The diff coverage is 100%.

@@            Coverage Diff             @@
##           master    #2956      +/-   ##
==========================================
+ Coverage   84.34%   84.35%   +0.01%     
==========================================
  Files         167      167              
  Lines        9359     9359              
  Branches     1388     1388              
==========================================
+ Hits         7894     7895       +1     
  Misses       1209     1209              
+ Partials      256      255       -1

Impacted Files	Coverage Δ
scrapy/core/scheduler.py	`62.13% <100%> (ø)`	⬆️
scrapy/utils/trackref.py	`86.48% <0%> (+2.7%)`	⬆️

kmike · 2017-10-09T16:17:14Z

scrapy/dupefilters.py

@@ -40,6 +40,10 @@ def __init__(self, path=None, debug=False):
            self.fingerprints.update(x.rstrip() for x in self.file)

    @classmethod
+    def from_crawler(cls, crawler):
+        return cls.from_settings(crawler.settings)

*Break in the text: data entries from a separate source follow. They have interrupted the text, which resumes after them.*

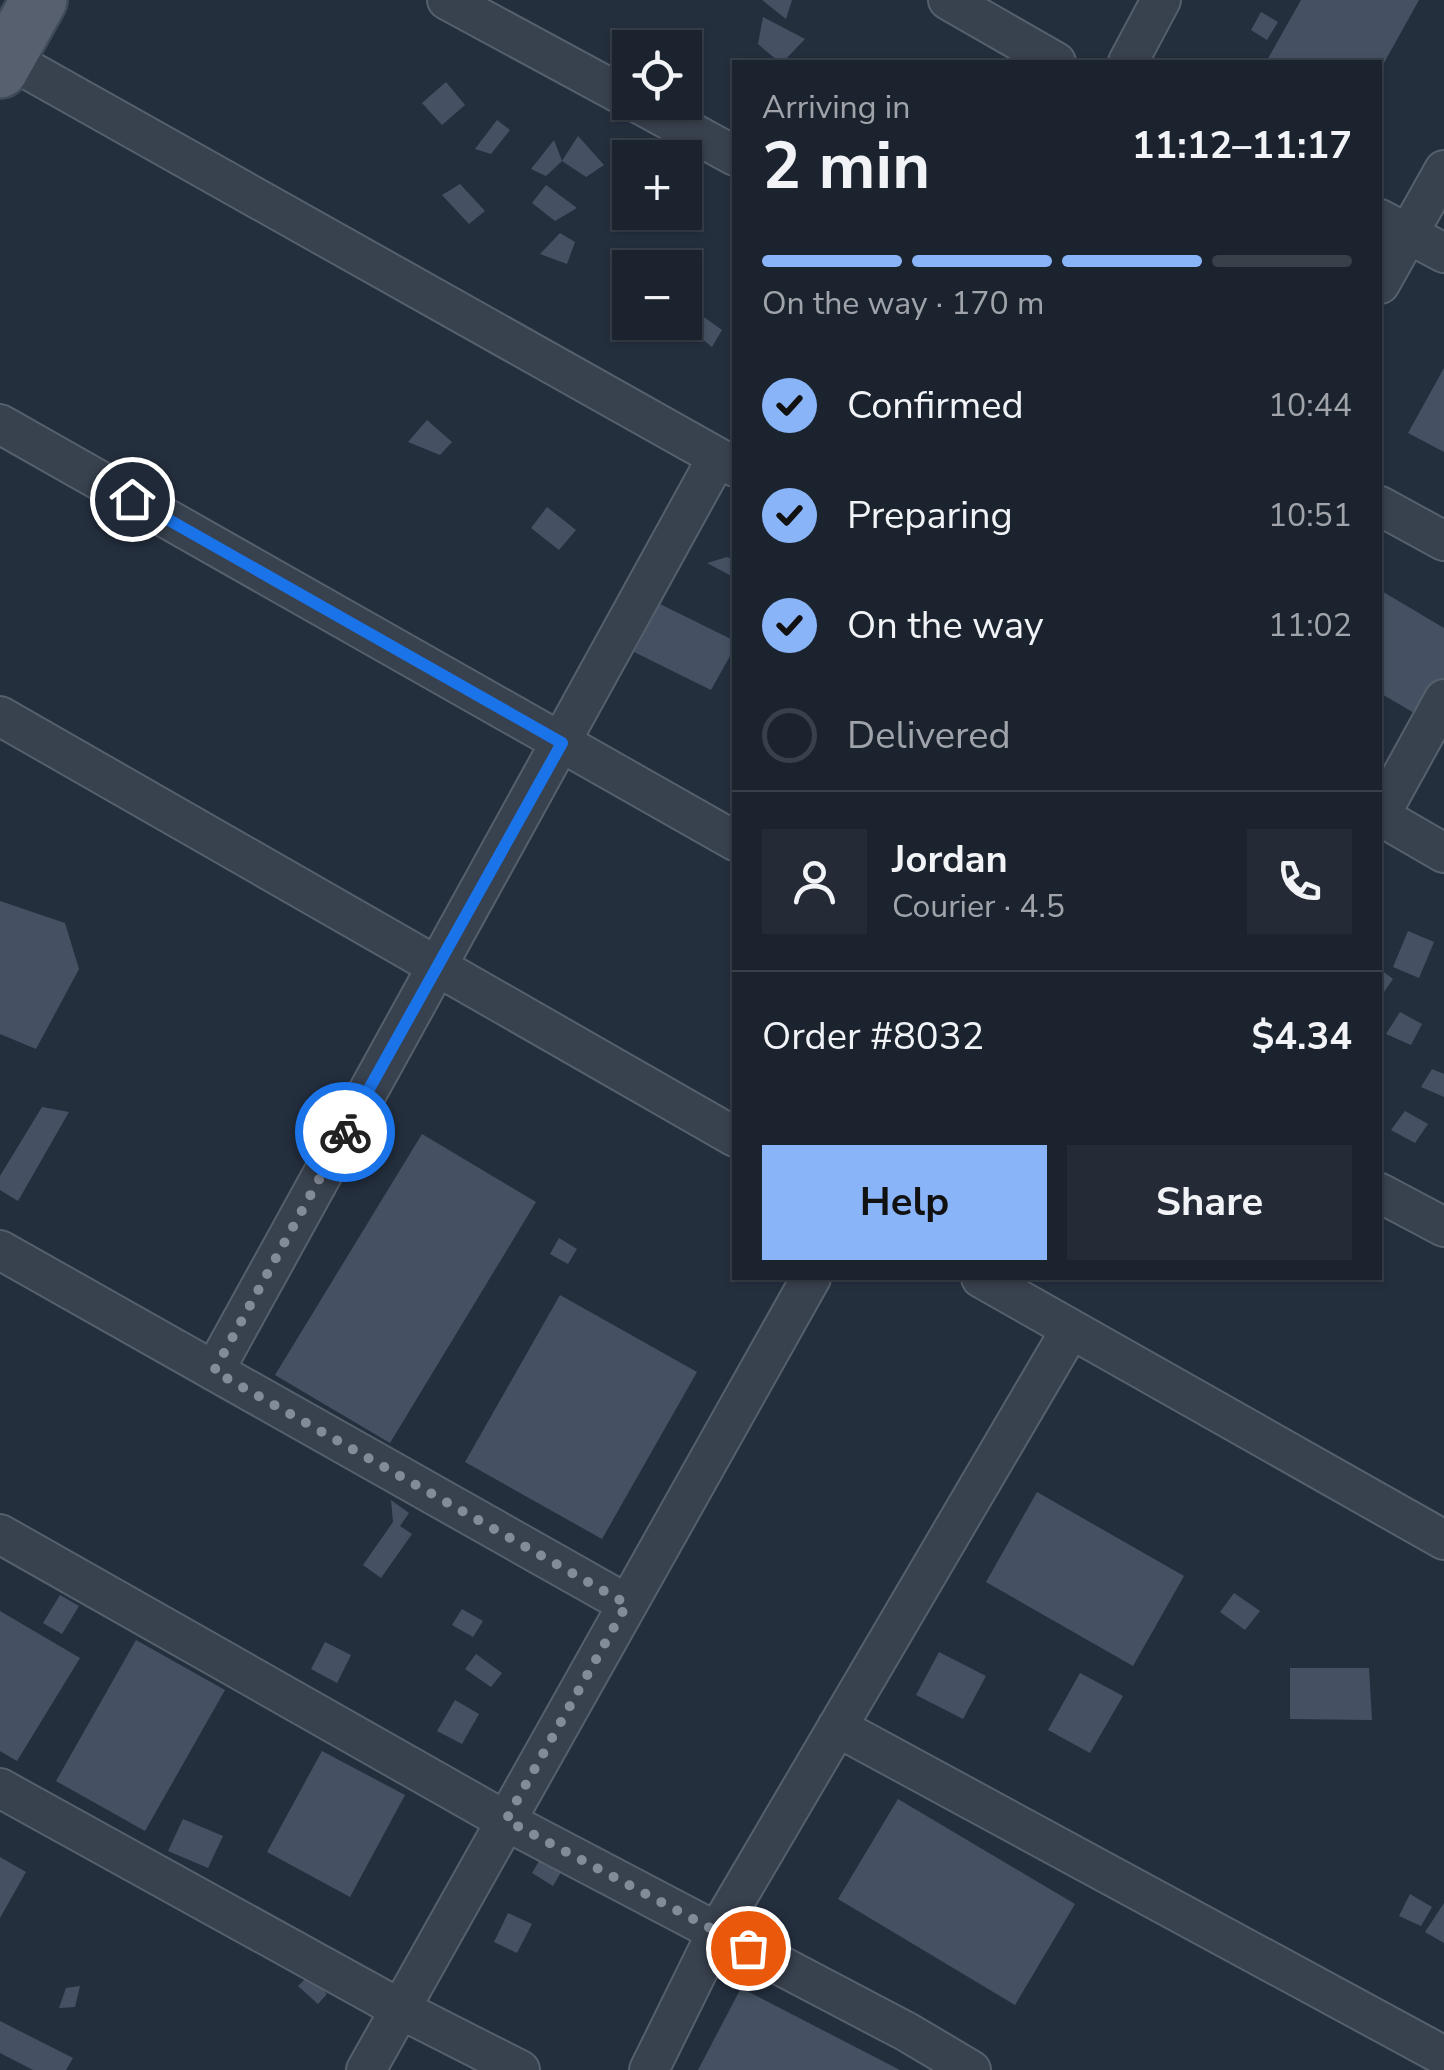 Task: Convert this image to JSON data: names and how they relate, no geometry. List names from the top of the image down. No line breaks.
{"page":{"map_buttons":["+","−"],"heading":["2 min","Arriving in","11:12–11:17"],"panel":["Jordan","Courier · 4.5","Order #8032","$4.34"],"bar":"On the way · 170 m","list":[["Confirmed","10:44"],["Preparing","10:51"],["On the way","11:02"],"Delivered"],"buttons":["Help","Share"]}} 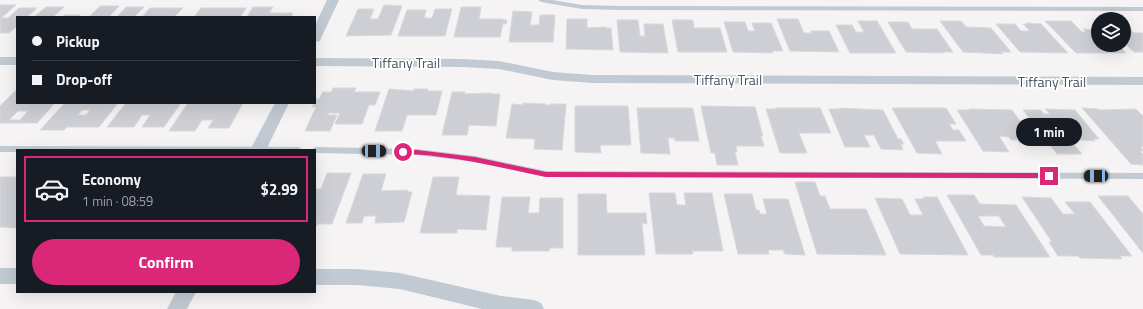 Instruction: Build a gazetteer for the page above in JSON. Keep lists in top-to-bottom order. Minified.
{"streets":{"street":["Tiffany Trail"]},"page":{"banner":["Pickup","Drop-off"],"bubble":"1 min","list":[{"name":"Economy","note":"1 min · 08:59","value":"$2.99"}],"buttons":"Confirm"}} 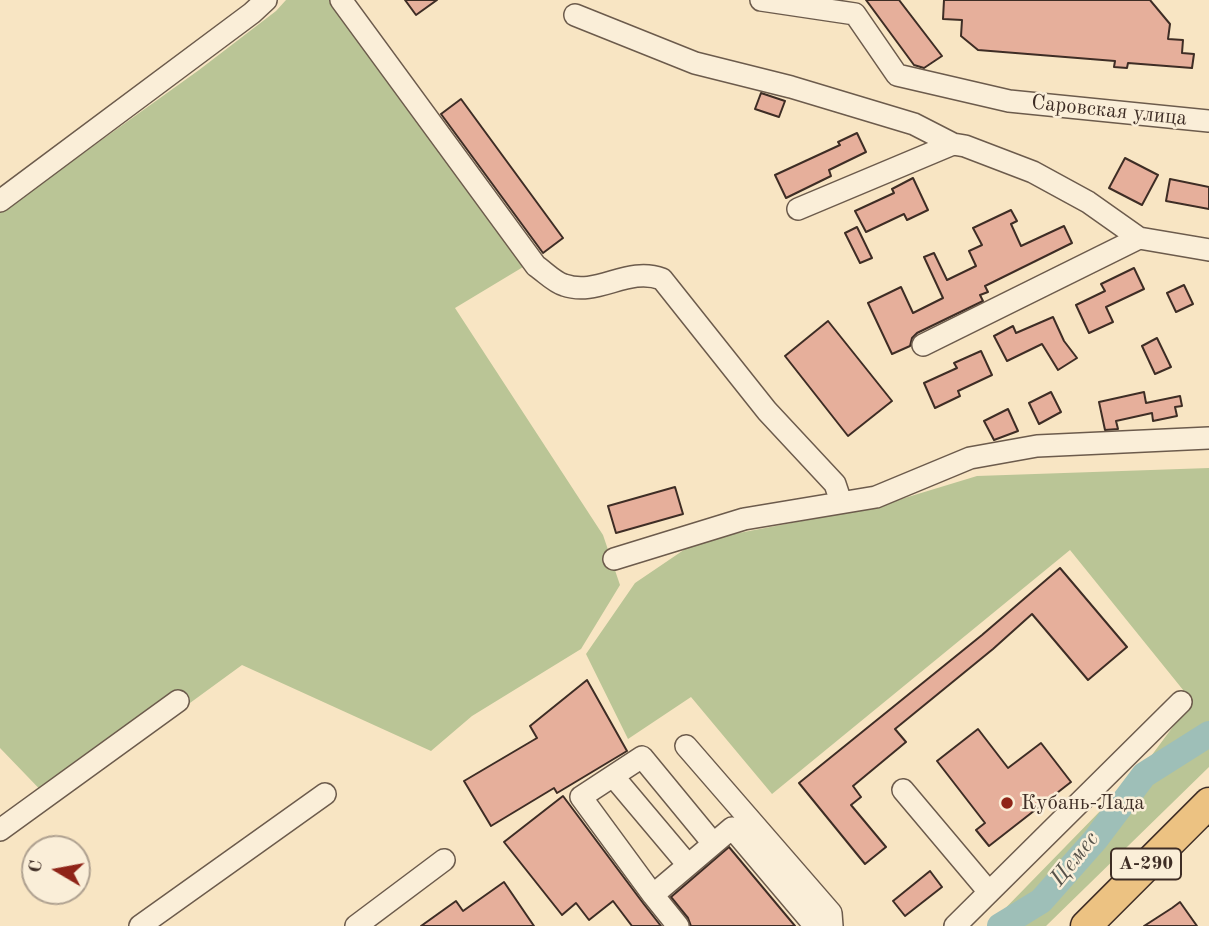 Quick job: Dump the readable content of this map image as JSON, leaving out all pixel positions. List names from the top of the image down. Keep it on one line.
{"streets":{"highway":["А-290"],"street":["Саровская улица"]},"water":["Цемес"],"places":["Кубань-Лада"],"north":"left"}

why is this method needed?

Hey @kmike! Thanks for the quick response.
First I thought about leaving only from_crawler, but to keep this backwards compatible (and also because of your comment in the original issue: "add from_crawler support to dupefilters in addition to from_settings") I kept both methods. It follows the same chain of precedence that can be found in https://github.com/scrapy/scrapy/blob/1.4/scrapy/middleware.py#L35-L40

It makes sense to follow the same logic, but if you remove from_crawler method from this class, it would do exactly the same (i.e. from_crawler doesn't seem to be needed here).

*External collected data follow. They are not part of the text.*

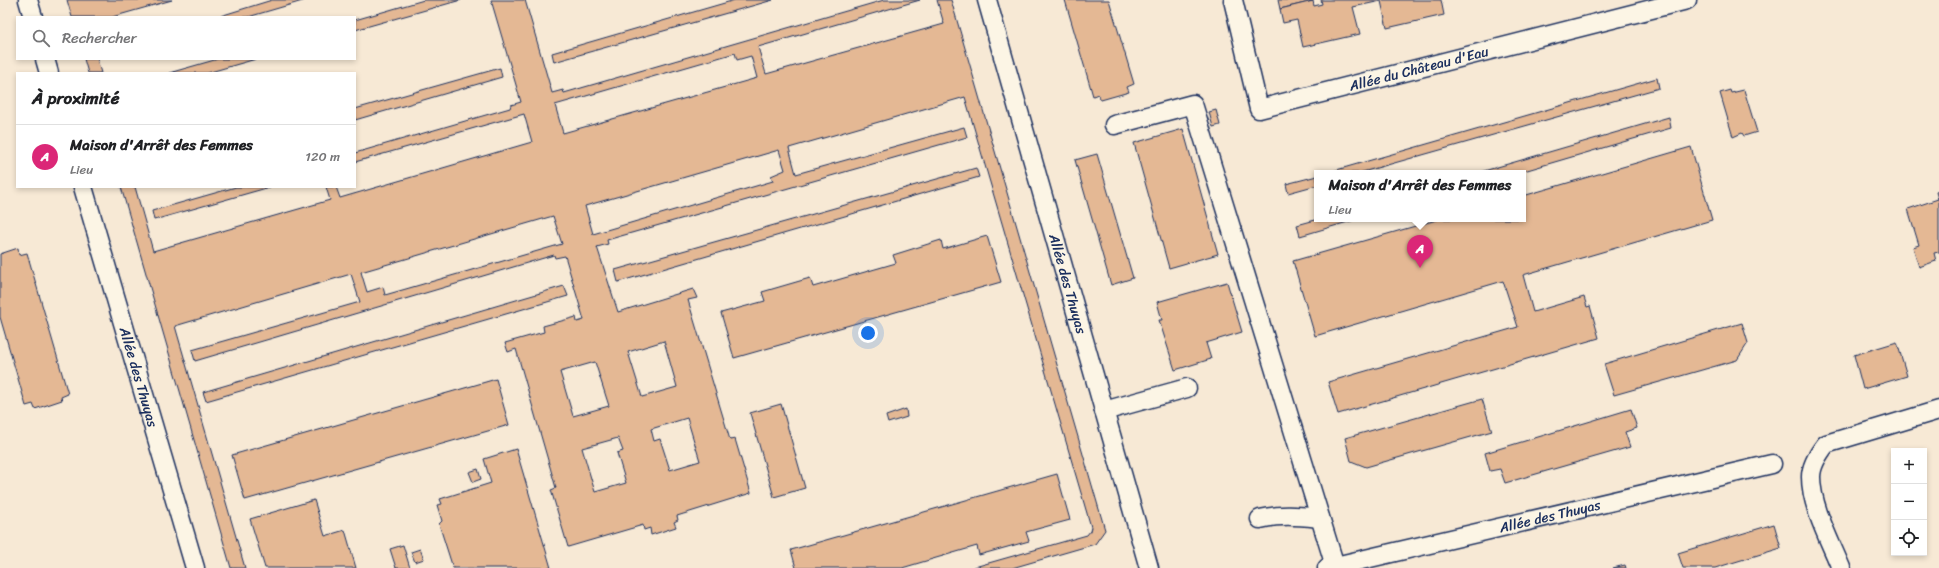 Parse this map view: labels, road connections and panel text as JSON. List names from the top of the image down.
{
  "streets": {
    "lane": ["Allée du Château d'Eau", "Allée des Thuyas"]
  },
  "page": {
    "search": "Rechercher",
    "heading": "À proximité",
    "list": [
      {
        "mark": "A",
        "name": "Maison d'Arrêt des Femmes",
        "note": "Lieu",
        "value": "120 m"
      }
    ],
    "popup": ["Maison d'Arrêt des Femmes", "Lieu"],
    "pins": "A",
    "map_buttons": ["+", "−"]
  }
}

Also, if you subclass from a dupefilter and override from_setting, overridden method won't be called after this PR.

You're right, I see your point now, thanks! I'll remove it 👍

@kmike: Related to this: is it possible that the MiddlewareManager is affected by this too? If I'm not mistaken, all of its subclasses (DownloaderMiddlewareManager, SpiderMiddlewareManager, ExtensionManager, ItemPipelineManager) are created using from_crawler, and none of them are supposed to be overridden by the user (except maybe the pipeline manager using the ITEM_PROCESSOR setting, but that it's not even documented). The only occurrence of the manager using from_settings is in the tests/test_middleware.py file (test_enabled_from_settings)
What do you think about some cleanup in https://github.com/scrapy/scrapy/blob/1.4/scrapy/middleware.py#L28-L58 to keep only the from_crawler method? In a different PR, of course.

kmike · 2017-10-09T16:19:17Z

tests/test_dupefilters.py

+                return df
+
+        crawler = get_crawler(settings_dict={'DUPEFILTER_DEBUG': True, 'USER_AGENT': 'test ua'})
+        dupefilter = FromCrawlerRFPDupeFilter.from_crawler(crawler)


This test doesn't check that Scheduler calls from_crawler method. I think this tests would pass even before all changes in this PR, so it is not really testing the new feature.

You're right, but to be fair, the current tests don't check the way the Scheduler creates the dupefilter either :-)

I can add a test for that.

johtso · 2018-03-22T14:31:38Z

Any update on this?

kmike · 2018-03-22T20:43:36Z

tests/test_dupefilters.py



 class RFPDupeFilterTest(unittest.TestCase):

+    def test_from_crawler_scheduler(self):
+        settings = {'DUPEFILTER_DEBUG': True, 'METHOD': 'from_crawler',


I think it makes sense to set method in dupefilter itself - if I'm not mistaken, currently these tests would pass if you change the dupefilter class (if a wrong method is called).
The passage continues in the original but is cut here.